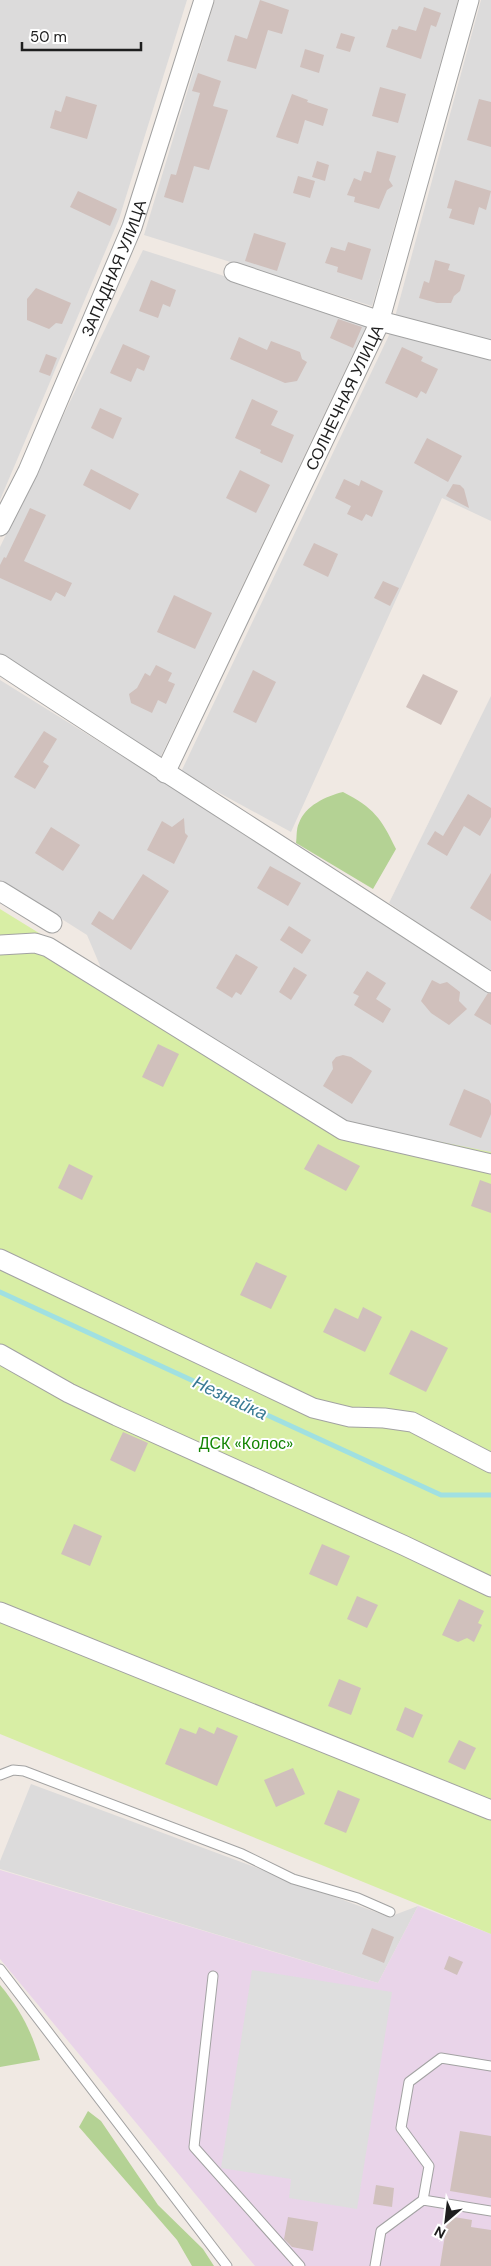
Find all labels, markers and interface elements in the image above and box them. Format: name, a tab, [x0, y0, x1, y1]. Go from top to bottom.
scale bar	[22, 20, 141, 52]
text: 50 m	[30, 27, 67, 47]
street label: ЗАПАДНАЯ УЛИЦА	[77, 197, 151, 340]
street label: СОЛНЕЧНАЯ УЛИЦА	[301, 321, 388, 474]
water label: Незнайка	[189, 1370, 271, 1426]
park label: ДСК «Колос»	[199, 1433, 293, 1454]
north arrow	[421, 2196, 471, 2246]
text: N	[431, 2222, 449, 2243]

▬▬▬▬▬▬▬▬▬▬

■ Task details:
Return all the lines above exactly; none of the pictures should appear.

■ Answer to this task:
Find all labels, markers and interface elements in the image above and box them. Format: name, a tab, [x0, y0, x1, y1]. Go from top to bottom.
scale bar	[22, 20, 141, 52]
text: 50 m	[30, 27, 67, 47]
street label: ЗАПАДНАЯ УЛИЦА	[77, 197, 151, 340]
street label: СОЛНЕЧНАЯ УЛИЦА	[301, 321, 388, 474]
water label: Незнайка	[189, 1370, 271, 1426]
park label: ДСК «Колос»	[199, 1433, 293, 1454]
north arrow	[421, 2196, 471, 2246]
text: N	[431, 2222, 449, 2243]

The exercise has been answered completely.